Suddenly she was that little girl again, desperate for her father’s approval. But when he turned, his eyes weren’t those of her father. He looked like someone else—a man with gray hair and a sagging face, seated behind a desk too small for his massive ego.

He looked like General Cortas.

“You ruined the family name that day,” her father said. Every word was a dagger to her gut. Every breath, a stab to deepen the previous wound. “Your mother and I...we worked our entire lives to become honorable members of Arcardian society. We nearly lost that, after I freed you. And if we’d gone with you? A life on the run, as fugitives? That isn’t what I promised your mother when I married her and swore to take care of her.”

Inside, her mind was screaming no, no, no. This wasn’t how their reunion was supposed to go. And yet, her father kept digging and twisting the blade.

“We kept you alive, Androma,” he whispered suddenly. “We kept you alive, and all it’s done is tear us apart from the inside out.”

“You sent me out into the galaxy alone,” Andi said. “I could have died!”

“But you didn’t,” her father said. “You survived, Androma. Because we helped set you free, even though no soldier who’d committed such a heinous crime had ever been set free before.”

“What’s done is done,” Andi said, looking past her father at the holo clock on the bedside. “You’ve made it quite clear that you no longer care for me.”

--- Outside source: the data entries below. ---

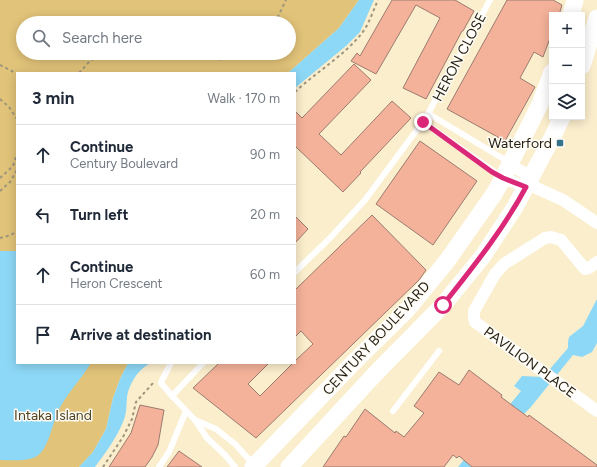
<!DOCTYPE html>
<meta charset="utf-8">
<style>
:root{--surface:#fff;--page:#f2f2f3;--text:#1f2937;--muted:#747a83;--line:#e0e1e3}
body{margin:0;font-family:Figtree,sans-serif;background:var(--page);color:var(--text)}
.controls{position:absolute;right:12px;top:12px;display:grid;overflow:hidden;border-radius:0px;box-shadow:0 2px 10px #0003}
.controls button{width:36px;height:36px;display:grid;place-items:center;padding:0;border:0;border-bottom:1px solid var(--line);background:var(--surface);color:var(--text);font:20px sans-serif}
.stop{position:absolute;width:12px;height:12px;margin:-9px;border:3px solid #db2777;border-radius:50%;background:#fff}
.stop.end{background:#db2777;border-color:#fff;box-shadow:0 1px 4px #0008}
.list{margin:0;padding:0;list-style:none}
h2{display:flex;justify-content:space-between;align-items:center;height:52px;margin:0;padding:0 16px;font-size:17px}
h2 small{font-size:13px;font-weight:400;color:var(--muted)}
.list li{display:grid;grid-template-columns:26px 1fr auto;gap:12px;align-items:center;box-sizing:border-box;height:60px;padding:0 16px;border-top:1px solid var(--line)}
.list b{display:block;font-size:15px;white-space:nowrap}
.list p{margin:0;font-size:13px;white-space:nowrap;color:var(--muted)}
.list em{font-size:13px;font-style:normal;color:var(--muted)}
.icon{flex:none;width:22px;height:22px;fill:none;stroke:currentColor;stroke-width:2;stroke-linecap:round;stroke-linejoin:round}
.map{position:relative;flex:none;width:597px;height:467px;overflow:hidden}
.search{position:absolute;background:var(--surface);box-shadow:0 2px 10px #0003;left:16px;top:16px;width:280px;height:44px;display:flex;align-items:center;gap:10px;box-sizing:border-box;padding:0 14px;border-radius:22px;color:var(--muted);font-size:15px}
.panel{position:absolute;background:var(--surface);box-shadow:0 2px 10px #0003;left:16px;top:72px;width:280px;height:292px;border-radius:0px}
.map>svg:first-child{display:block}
.green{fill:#e1c379;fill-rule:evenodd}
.water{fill:#8dd8f6}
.building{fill:#f4b29a;stroke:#9c7b6f}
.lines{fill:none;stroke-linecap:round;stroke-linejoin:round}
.path{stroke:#9e957d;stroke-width:2;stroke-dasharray:3 3;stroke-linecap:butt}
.lane{stroke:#fff;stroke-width:6}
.street{stroke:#fff;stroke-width:12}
.secondary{stroke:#fff;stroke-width:17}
.route{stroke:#db2777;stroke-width:5}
.poi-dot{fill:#37738a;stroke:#fefcf5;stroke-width:1.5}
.labels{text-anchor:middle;stroke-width:3;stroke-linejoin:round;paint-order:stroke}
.street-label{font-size:14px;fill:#231e12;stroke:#fefcf5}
.poi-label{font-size:14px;fill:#231e12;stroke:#fefcf5;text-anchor:end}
.park-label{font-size:14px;fill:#514321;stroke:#fefcf5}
</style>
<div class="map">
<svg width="597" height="467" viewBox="0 0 597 467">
<rect width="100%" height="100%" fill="#fbeecd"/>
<path class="green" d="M0 0H359L339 28 288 73H17V363H128L120 379 113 398 106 429 93 452 79 467H0ZM23 23H289V53H23Z"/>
<g class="water">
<polygon points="359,0 374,0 360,32 346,46 295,88 295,73 288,73 339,28"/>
<path d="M0 251H17V363H91C80 381 65 395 57 414 52 426 48 449 37 456 27 462 11 460 0 460Z"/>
<polygon points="597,299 597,343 592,352 582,357 573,355 530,408 471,467 458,467 521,391 514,386 522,376 543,377 568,348 568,342 569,337 583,326"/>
<path d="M128 363H151C139 368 128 385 127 398 126 408 127 413 123 422 116 439 106 452 95 467H79L93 452 106 429 113 398 120 379Z"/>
</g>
<g class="building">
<polygon points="392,0 455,0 474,11 463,31 462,31 426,99 403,88 440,18 416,5 376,74 351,61 357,53 360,56"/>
<polygon points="507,0 553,0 562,5 559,15 552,15 552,33 543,57 534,52 520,78 535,87 505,141 447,109"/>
<polygon points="354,64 371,80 319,134 341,155 392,101 411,118 360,172 361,173 343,192 295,146 295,111 302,118"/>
<polygon points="420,141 477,181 433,245 376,204"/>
<polygon points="372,215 426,270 419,280 256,438 193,388 219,363 269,363 248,384 260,396 293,363 295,363 295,361 313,344 301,331 295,337 295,290"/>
<polygon points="295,216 308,229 295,243"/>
<polygon points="469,370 502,395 501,397 528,417 529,415 597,465 597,467 472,467 459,456 457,458 453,455 444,467 323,467 344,436 346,437 365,409 395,433 396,431 404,437 424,413 414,406 439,372 459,385"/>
<polygon points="140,405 164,410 158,445 152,457 145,467 109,467 131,433"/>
<polygon points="179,451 202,467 167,467"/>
</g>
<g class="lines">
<g class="path">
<polyline points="275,23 286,0"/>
<polyline points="209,53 218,60 224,58 230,53"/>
<polyline points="0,65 10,70 17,74"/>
<polyline points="79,73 90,61 102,54 125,53"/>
<path d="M295 92C315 73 345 55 362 33 369 24 373 11 378 0"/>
<polyline points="0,99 9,107 17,119"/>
<polyline points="17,144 17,145"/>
<polyline points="0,178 13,166 17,154"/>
<polyline points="0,191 10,182 17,170"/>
<polyline points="0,238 11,235 17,231"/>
<polyline points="103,467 123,437 132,419 136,402 153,383"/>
</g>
<g class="lane">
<polyline points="429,114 502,158 509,164"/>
<polyline points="423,122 502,177"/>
<polyline points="295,272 330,238 365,200 425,119 490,0"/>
<polyline points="171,363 162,380 161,383 172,396"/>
<polyline points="203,363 172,396 195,420 207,438 225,455 235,467"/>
<polyline points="393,411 439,351"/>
<polyline points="195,420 216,429 235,444 253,464"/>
<polyline points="159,467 169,452 186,411"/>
</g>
<g class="street">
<polyline points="510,165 532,177 533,184"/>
<polyline points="503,178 526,187 534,187 563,200 597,223"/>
<polyline points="597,262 589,268 585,269 561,240 551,237 545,238 504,264 495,274 474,311 474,318 475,322 597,411"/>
</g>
<g class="secondary">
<polyline points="571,15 575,0"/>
<polyline points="582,66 597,18"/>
<polyline points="253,467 357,359 406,311 447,261 494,194 503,178 540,104 552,72"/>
<polyline points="289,467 375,374 443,305 483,256 515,207 552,138 562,117"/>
</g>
</g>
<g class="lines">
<path class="route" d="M423 122 492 172 503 178 526 187C503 230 473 267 443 305"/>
</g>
<rect class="poi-dot" x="556" y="139" width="8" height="8" rx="2"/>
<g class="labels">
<g class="street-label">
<text transform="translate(459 57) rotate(-62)" y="5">HERON CLOSE</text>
<text transform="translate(376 338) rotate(-47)" y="5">CENTURY BOULEVARD</text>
<text transform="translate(530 362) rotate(36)" y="5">PAVILION PLACE</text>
</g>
<g class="poi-label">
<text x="552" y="148">Waterford</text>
</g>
<g class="park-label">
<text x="53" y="420">Intaka Island</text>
</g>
</g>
</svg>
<div class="controls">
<button>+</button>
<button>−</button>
<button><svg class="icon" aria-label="layers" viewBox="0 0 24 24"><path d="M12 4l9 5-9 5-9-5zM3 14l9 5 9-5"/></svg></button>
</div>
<div class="stop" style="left:443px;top:305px"></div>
<div class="stop end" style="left:423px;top:122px"></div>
<div class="search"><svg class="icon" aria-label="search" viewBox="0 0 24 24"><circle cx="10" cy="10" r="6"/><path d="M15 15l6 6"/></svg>Search here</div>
<section class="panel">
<h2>3 min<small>Walk · 170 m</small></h2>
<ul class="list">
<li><svg class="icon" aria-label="ahead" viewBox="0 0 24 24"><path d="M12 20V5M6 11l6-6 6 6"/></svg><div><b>Continue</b><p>Century Boulevard</p></div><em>90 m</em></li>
<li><svg class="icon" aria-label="left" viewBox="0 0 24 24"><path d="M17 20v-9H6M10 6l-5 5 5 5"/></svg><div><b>Turn left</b></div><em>20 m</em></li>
<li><svg class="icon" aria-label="ahead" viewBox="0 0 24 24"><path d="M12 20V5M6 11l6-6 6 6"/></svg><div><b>Continue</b><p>Heron Crescent</p></div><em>60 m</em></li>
<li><svg class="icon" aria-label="arrive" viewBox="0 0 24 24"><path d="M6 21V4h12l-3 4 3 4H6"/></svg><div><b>Arrive at destination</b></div></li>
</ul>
</section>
</div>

“I know you don’t understand my situation, and I would never expect you to,” her father said. “The general offered me this position as a mercy. He’s a generous man, willing to save your mother and me, even after the destruction you caused for his family. For ours. I took the job, not because I had to, but because I wanted to. To serve our planet in the most honorable way. It was the only way to show the world that we weren’t the monstrous parents your actions made us out to be.”

Andi let the truth sink into her, heavy as a rock.

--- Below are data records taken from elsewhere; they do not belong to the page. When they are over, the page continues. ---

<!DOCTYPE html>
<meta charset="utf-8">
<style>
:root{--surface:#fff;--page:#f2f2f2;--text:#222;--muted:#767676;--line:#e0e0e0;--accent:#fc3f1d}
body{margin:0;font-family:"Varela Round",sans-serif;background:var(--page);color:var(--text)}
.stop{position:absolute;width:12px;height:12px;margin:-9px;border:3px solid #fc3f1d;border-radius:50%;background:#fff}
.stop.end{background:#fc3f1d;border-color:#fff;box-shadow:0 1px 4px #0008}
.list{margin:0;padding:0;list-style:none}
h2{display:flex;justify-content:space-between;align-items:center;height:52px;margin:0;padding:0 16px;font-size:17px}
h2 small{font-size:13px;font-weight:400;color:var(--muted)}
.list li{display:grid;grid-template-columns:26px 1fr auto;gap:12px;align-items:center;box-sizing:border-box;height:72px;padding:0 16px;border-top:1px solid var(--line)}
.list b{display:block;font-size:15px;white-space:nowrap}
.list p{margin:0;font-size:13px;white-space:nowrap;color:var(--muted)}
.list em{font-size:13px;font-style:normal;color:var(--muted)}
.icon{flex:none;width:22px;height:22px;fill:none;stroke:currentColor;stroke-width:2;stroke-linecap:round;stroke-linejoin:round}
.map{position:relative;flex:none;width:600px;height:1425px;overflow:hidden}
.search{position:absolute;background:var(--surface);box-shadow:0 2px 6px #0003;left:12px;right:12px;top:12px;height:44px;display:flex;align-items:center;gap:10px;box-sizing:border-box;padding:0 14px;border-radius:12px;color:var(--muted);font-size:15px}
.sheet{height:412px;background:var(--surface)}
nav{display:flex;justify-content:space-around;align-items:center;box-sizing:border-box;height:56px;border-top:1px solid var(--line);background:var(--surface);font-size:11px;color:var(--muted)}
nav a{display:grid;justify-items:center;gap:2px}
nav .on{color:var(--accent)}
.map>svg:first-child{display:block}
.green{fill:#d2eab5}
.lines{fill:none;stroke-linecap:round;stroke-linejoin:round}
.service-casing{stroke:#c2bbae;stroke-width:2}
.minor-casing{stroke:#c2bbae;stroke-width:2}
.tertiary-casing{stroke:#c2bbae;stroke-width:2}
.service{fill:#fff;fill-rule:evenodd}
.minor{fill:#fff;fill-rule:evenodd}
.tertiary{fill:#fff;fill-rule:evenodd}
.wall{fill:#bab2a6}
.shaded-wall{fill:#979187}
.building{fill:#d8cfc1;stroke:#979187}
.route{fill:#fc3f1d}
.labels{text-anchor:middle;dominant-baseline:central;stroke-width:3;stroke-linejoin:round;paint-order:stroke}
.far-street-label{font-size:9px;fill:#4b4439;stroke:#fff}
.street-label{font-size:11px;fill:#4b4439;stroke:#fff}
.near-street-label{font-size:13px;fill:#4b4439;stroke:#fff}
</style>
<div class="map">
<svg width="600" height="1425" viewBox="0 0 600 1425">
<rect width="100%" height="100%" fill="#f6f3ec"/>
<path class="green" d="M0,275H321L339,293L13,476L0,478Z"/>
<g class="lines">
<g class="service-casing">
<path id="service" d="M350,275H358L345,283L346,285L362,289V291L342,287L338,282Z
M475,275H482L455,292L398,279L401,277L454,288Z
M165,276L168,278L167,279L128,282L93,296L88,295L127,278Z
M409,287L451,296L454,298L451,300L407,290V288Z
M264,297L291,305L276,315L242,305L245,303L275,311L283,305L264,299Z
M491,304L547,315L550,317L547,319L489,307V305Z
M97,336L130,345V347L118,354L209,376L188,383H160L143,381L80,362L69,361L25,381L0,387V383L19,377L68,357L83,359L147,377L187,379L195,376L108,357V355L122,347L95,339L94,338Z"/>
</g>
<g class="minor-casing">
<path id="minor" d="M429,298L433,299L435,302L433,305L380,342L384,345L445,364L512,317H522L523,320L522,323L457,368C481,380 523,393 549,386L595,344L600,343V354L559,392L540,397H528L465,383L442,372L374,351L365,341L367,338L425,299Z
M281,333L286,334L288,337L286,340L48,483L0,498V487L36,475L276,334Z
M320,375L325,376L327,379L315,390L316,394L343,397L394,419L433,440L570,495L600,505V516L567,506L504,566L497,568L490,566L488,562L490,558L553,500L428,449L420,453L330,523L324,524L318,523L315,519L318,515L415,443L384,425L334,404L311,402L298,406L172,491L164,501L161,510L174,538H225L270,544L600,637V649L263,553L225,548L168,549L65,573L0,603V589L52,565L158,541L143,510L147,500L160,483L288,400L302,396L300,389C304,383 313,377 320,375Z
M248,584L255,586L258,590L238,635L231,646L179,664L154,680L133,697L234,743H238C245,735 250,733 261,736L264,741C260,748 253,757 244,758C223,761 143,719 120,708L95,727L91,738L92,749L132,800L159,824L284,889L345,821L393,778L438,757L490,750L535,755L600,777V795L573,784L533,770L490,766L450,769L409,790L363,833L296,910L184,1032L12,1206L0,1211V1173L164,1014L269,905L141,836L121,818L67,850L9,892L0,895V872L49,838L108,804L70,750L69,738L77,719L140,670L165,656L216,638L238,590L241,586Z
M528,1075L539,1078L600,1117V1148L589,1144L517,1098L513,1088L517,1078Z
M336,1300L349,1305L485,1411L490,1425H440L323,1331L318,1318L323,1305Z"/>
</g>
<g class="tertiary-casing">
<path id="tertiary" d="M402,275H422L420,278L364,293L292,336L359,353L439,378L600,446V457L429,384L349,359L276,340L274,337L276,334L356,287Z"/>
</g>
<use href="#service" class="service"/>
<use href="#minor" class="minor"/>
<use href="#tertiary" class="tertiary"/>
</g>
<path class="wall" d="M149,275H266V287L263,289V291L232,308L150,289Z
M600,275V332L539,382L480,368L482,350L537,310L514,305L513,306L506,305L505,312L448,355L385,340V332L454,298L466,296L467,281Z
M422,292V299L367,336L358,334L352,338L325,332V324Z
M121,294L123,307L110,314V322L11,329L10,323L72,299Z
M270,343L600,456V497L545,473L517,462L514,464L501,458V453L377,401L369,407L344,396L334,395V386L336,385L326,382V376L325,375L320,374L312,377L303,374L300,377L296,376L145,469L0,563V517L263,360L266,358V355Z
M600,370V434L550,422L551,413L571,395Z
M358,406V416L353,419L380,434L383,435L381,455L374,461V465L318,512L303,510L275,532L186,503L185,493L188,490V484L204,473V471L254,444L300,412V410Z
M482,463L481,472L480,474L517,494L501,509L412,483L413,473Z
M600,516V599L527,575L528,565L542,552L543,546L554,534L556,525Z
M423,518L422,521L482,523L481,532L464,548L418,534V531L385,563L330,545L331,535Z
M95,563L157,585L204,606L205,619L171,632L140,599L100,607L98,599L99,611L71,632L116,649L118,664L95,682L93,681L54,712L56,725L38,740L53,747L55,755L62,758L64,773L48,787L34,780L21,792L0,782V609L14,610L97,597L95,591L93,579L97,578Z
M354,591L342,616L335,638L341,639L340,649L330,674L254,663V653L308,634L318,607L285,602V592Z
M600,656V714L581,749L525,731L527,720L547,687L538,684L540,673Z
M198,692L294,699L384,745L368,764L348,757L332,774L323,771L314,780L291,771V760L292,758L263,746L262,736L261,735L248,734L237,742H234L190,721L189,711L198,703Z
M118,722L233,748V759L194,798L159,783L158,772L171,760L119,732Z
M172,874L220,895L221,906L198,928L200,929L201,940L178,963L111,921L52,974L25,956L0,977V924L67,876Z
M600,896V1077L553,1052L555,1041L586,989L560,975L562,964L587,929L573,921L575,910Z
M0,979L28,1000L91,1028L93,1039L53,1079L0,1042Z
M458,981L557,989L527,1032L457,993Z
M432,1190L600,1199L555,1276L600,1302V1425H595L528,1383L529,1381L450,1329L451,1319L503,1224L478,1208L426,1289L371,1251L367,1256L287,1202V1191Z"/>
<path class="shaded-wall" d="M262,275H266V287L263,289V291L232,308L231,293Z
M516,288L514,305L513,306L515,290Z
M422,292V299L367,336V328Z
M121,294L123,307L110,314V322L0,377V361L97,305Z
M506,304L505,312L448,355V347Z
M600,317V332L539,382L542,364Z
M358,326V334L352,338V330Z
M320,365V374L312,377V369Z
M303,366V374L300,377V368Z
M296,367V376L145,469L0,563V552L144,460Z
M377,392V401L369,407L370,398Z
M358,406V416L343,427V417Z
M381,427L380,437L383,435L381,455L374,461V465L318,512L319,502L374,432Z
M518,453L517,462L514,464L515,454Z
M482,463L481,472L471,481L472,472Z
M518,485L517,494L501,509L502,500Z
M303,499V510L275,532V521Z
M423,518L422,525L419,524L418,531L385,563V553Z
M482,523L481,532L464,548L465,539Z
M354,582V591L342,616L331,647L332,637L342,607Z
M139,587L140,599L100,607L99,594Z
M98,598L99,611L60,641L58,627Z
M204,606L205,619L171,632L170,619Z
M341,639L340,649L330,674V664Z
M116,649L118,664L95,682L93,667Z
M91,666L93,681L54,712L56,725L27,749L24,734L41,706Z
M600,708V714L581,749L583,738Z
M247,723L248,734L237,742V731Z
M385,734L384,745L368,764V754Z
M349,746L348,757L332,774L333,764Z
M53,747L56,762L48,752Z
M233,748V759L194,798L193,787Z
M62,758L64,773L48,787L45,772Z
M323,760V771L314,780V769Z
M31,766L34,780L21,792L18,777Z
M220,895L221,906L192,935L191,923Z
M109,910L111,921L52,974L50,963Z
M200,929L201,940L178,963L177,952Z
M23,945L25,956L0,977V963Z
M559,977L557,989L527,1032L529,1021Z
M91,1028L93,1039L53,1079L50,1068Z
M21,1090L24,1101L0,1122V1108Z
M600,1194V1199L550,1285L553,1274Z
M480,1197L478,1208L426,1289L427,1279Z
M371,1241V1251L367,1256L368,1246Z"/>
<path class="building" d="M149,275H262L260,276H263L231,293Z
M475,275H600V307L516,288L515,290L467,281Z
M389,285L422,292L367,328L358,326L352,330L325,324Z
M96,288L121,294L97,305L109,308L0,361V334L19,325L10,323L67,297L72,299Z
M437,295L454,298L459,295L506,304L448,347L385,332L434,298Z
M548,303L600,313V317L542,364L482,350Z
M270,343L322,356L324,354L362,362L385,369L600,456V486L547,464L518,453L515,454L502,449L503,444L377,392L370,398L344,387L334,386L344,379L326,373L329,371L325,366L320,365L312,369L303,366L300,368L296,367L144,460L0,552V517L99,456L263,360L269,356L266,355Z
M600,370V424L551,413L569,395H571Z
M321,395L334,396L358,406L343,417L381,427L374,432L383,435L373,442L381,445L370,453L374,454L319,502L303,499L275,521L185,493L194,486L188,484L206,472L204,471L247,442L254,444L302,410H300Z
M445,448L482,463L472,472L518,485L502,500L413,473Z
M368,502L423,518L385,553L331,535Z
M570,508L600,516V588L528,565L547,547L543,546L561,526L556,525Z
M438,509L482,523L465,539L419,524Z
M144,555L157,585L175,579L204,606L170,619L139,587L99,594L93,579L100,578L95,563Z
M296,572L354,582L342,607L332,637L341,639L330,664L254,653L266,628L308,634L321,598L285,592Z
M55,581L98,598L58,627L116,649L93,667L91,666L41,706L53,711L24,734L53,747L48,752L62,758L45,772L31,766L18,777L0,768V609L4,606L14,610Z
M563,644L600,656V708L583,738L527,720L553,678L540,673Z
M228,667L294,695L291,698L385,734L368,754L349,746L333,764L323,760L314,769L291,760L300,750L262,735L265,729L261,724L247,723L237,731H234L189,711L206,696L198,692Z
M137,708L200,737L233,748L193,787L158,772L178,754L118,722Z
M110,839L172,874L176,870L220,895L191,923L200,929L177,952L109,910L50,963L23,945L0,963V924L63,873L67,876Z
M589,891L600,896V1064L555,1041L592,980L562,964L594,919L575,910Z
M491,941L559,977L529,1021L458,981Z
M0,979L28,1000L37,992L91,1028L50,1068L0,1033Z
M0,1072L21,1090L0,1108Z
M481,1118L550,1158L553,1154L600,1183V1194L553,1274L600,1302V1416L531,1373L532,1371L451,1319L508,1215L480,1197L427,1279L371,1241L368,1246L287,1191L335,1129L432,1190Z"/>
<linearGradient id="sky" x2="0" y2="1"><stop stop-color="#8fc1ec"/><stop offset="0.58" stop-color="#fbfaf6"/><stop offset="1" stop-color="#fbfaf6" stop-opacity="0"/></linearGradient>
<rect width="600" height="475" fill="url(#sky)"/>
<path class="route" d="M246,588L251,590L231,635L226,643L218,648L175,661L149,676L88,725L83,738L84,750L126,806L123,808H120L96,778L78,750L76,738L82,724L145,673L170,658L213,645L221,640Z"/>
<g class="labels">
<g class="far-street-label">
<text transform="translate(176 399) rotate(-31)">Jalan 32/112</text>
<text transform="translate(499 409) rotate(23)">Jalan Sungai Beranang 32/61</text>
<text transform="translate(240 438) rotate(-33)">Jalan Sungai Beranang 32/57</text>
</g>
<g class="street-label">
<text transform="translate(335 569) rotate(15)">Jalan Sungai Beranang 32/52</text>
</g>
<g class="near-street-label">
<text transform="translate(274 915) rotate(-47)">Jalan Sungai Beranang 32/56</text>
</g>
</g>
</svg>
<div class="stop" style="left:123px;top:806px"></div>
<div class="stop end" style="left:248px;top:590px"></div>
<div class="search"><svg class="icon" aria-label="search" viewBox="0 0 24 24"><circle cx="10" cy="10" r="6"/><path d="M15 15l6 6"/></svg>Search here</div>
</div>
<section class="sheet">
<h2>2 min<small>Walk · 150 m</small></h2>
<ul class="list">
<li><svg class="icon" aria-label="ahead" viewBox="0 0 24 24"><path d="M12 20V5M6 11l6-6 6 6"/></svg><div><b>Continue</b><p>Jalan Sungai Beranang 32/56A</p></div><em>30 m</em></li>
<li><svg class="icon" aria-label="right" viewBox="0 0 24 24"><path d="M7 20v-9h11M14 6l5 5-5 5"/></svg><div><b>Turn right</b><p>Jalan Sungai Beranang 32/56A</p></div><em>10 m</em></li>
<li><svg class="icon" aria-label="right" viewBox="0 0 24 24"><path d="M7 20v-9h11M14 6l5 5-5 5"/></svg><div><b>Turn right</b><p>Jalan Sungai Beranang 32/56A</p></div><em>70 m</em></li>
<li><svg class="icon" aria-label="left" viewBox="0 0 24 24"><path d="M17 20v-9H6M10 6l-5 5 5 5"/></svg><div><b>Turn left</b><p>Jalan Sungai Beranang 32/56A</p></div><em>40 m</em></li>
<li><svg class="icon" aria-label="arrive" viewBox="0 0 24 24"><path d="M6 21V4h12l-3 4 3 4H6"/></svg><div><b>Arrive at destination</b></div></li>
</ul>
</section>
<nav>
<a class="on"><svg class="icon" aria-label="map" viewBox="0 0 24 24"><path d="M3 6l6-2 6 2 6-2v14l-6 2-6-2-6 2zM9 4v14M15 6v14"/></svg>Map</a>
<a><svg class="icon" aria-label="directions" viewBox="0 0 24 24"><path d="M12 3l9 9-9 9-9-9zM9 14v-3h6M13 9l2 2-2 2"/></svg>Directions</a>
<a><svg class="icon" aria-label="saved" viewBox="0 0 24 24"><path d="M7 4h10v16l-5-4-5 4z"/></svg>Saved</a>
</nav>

Even though he’d saved her life, he’d never forgiven her.

She doubted he’d ever tried.

“So this is how it is now,” Andi said, surprised to find that her voice was strong and steady. That with each word, she felt bravery pouring back into her. “You never were on my side, were you? Your own daughter.”

Her father reached the door, placed his hand on the scanner and waited for it to unlock. When he looked back, his eyes were haunted in the same way they’d been back in her holding cell the night he’d come to give her the key. She realized now that she’d misread his look then.

She’d always thought he was mourning the years he knew they would never share together, the struggles she would face out alone in the world.

She was wrong. His words confirmed that now.

“As far as I am concerned,” he said, glancing back to meet her eyes, “my daughter died in the crash alongside Kalee Cortas. The girl I freed from that cell was not my daughter. Whether or not she knew it at the time, she had already been stolen by the Bloody Baroness.”

He stepped out the door. It slid closed behind him, locking her in silence.

She waited for the tears to come. But they never did.

Instead she sat alone, adding more tallies to her swords. Dancing with the dead inside her head.

Later, Andi strapped the swords across her back and climbed out her bedroom window. She snuck out into the night, feeling for all the world like a nameless ghost.